Chemokines have generated interest as tumor vaccines for their chemoattractant as well as their T cell and natural killer (NK) cell stimulatory properties. The CC chemokine TCA3/I-309 can induce tumor specific and long-lasting immunity in mice that have been immunized with tumor cells expressing TCA3 [35]. Tumor cells transduced with the CC chemokine MCP-1 also stimulate a specific immune response that protects immunized rats against further tumor cell challenge [36]. The transduction of lymphotactin into cells, simultaneously with IL-2 as a T-cell-stimulatory molecule, was also effective as a tumor vaccine [37].
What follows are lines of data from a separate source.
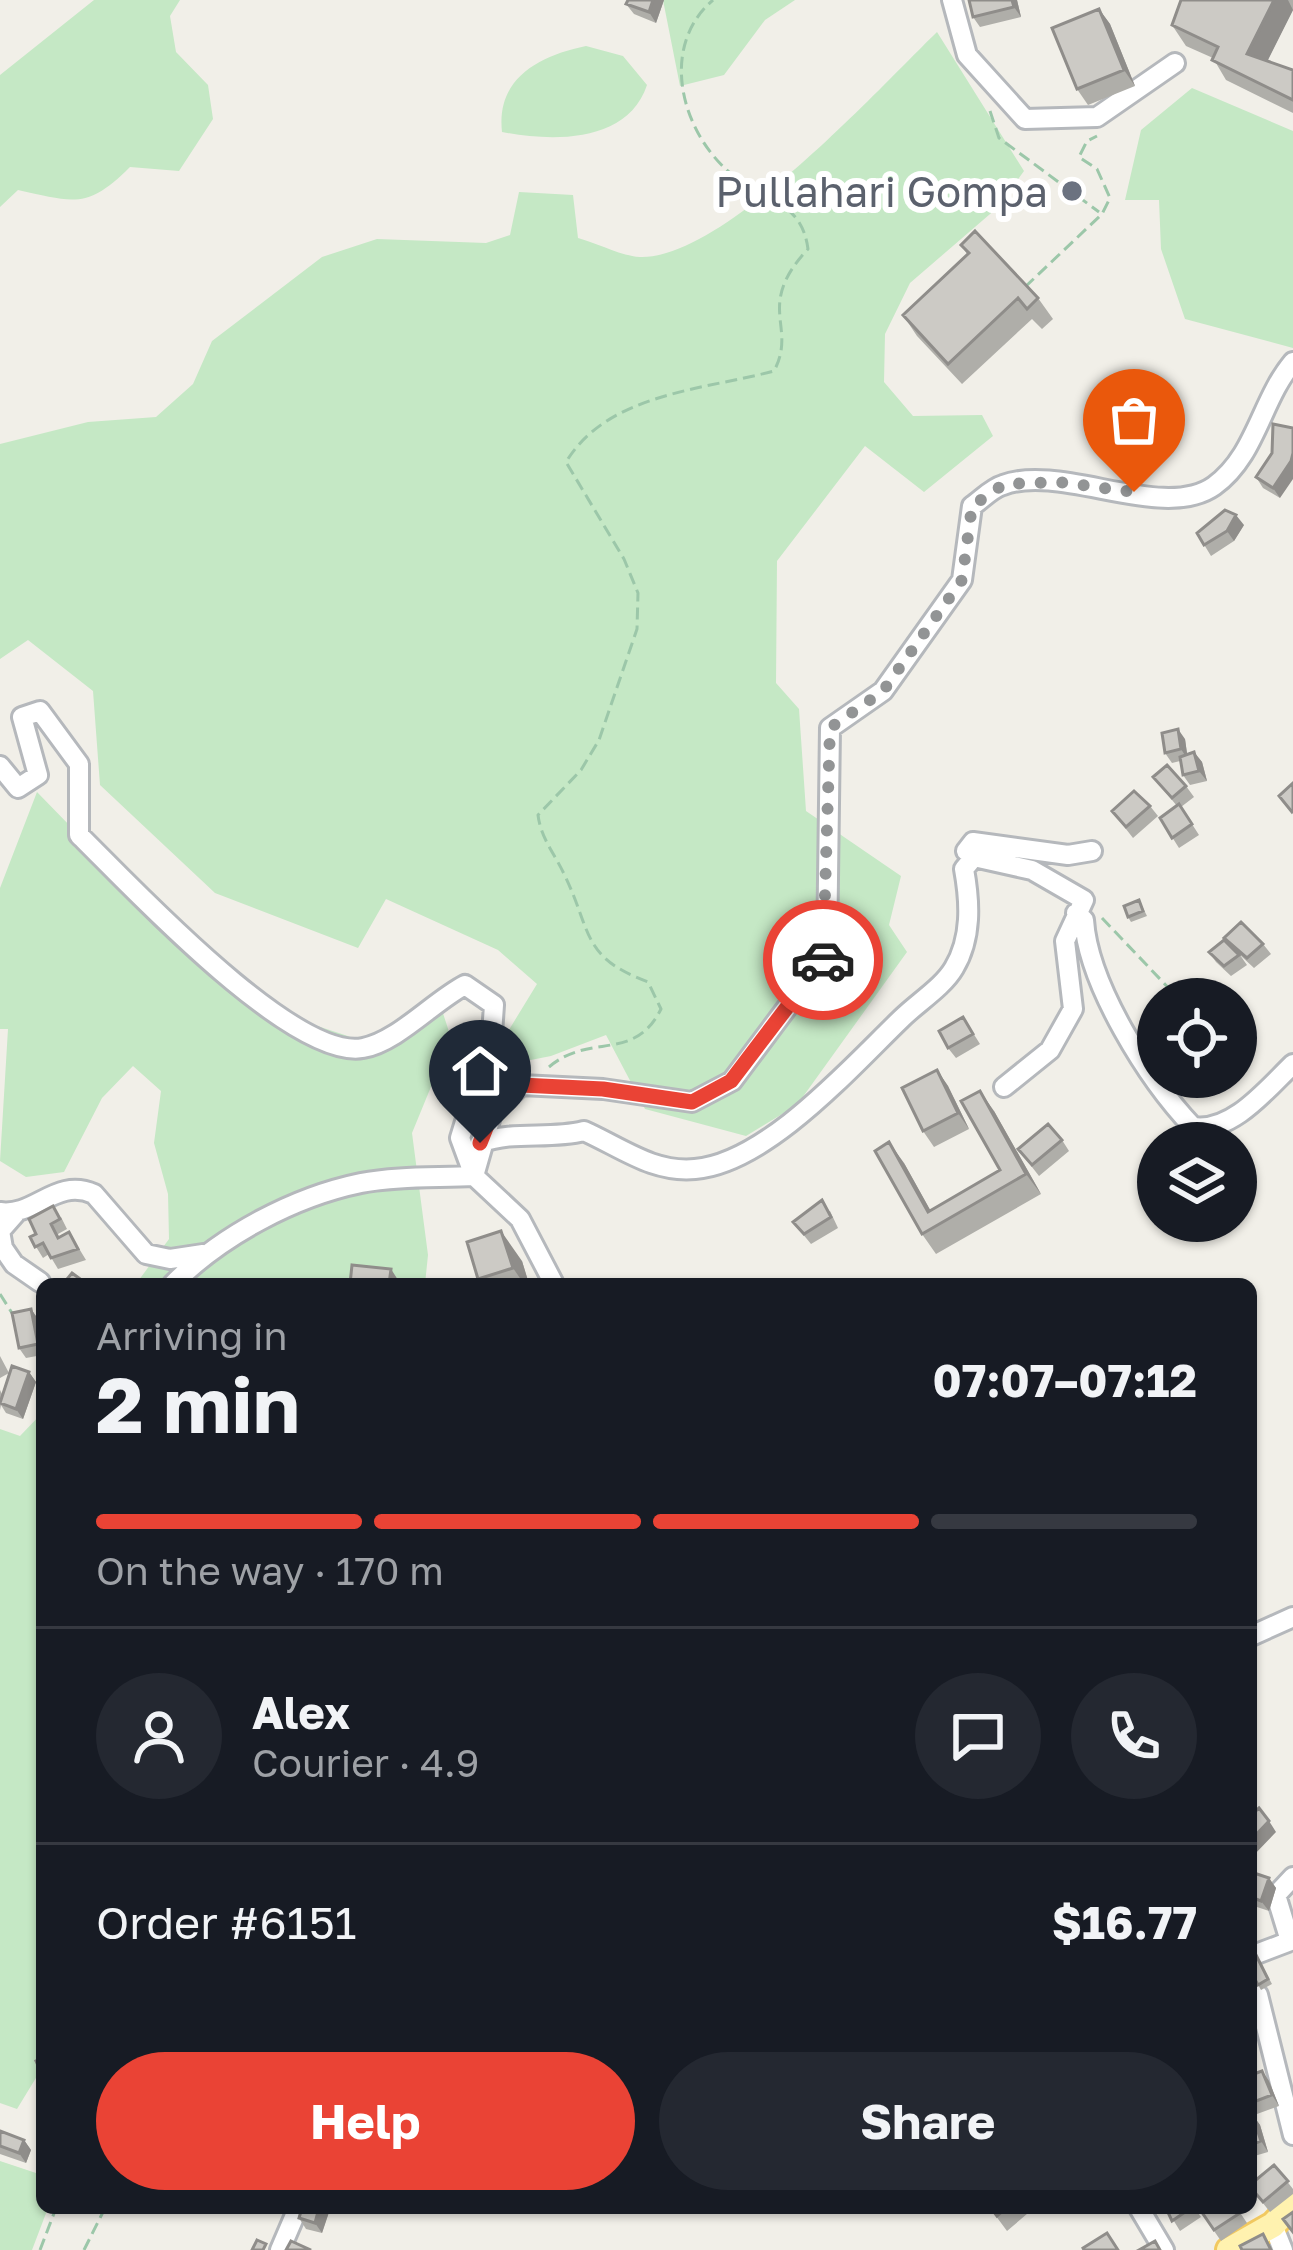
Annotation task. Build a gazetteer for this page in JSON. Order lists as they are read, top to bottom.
{
  "places": ["Pullahari Gompa"],
  "page": {
    "heading": ["2 min", "Arriving in", "07:07–07:12"],
    "panel": [
      "Alex",
      "Courier · 4.9",
      "Order #6151",
      "$16.77"
    ],
    "bar": "On the way · 170 m",
    "buttons": ["Help", "Share"]
  }
}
We and others isolated a novel subfamily of CC chemokines, comprised of Exodus-1, Exodus-2, and Exodus-3, that plays an important role in human disease (Table 1). They share an amino terminal DCCL (asp-cys-cys-leu) sequence that is unique among CC chemokines. Exodus-1 is also known as CCL20, Mip-3 and LARC [16, 38-40]. Exodus-2 is also known as CCL21, 6-Ckine, SLC, and TCA4 [16, 41-44]. Exodus-3 is also known as CCL19, Mip-3ß, CKß-11, and ELC [16, 39, 45].

We found that Exodus-3 (CCL19), through an NK and CD4⁺ cell mediated mechanism, inhibited breast cancer cell growth in the C3L5 mouse model [46]. We also found that Exodus-1, -2, and -3 (CCL19-21) inhibited chronic myelogenous leukemia progenitor proliferation [47]. This subfamily is unique in that property. Other chemokines that inhibit the normal human hematopoietic progenitor proliferation do not inhibit chronic myelogenous leukemia (CML) progenitors [47]. In addition, others also found that Exodus-2 and -3 (CCL21 and 19) also have potent immunotherapeutic activity against solid tumors, probably due to recruitment of T cells and NK cells to the target tumor [48-50].

Interestingly, a number of chemokine homologues have been found in the genomes of large DNA viruses [51]. It has been postulated that these chemokine homologues act as dominant negative inhibitors of normal chemokine function, blocking the recruitment of leukocytes to a viral infection. For example, we described the presence of two homologues of Mip-1 in the genome of Molluscum Contagiosum [52]. These chemokines inhibited the action of normal human Mip-1. Others have found that Kaposi's sarcoma-associated herpes simplex virus (HSV) (HHV6) contains two chemokine homologues termed v-MIP I and II [53]. These two KHSV chemokines are pro-angiogenic, yet anti-chemotactic, explaining two of the major properties of Kaposi's sarcoma, the vascular and lingering nature of the lesion.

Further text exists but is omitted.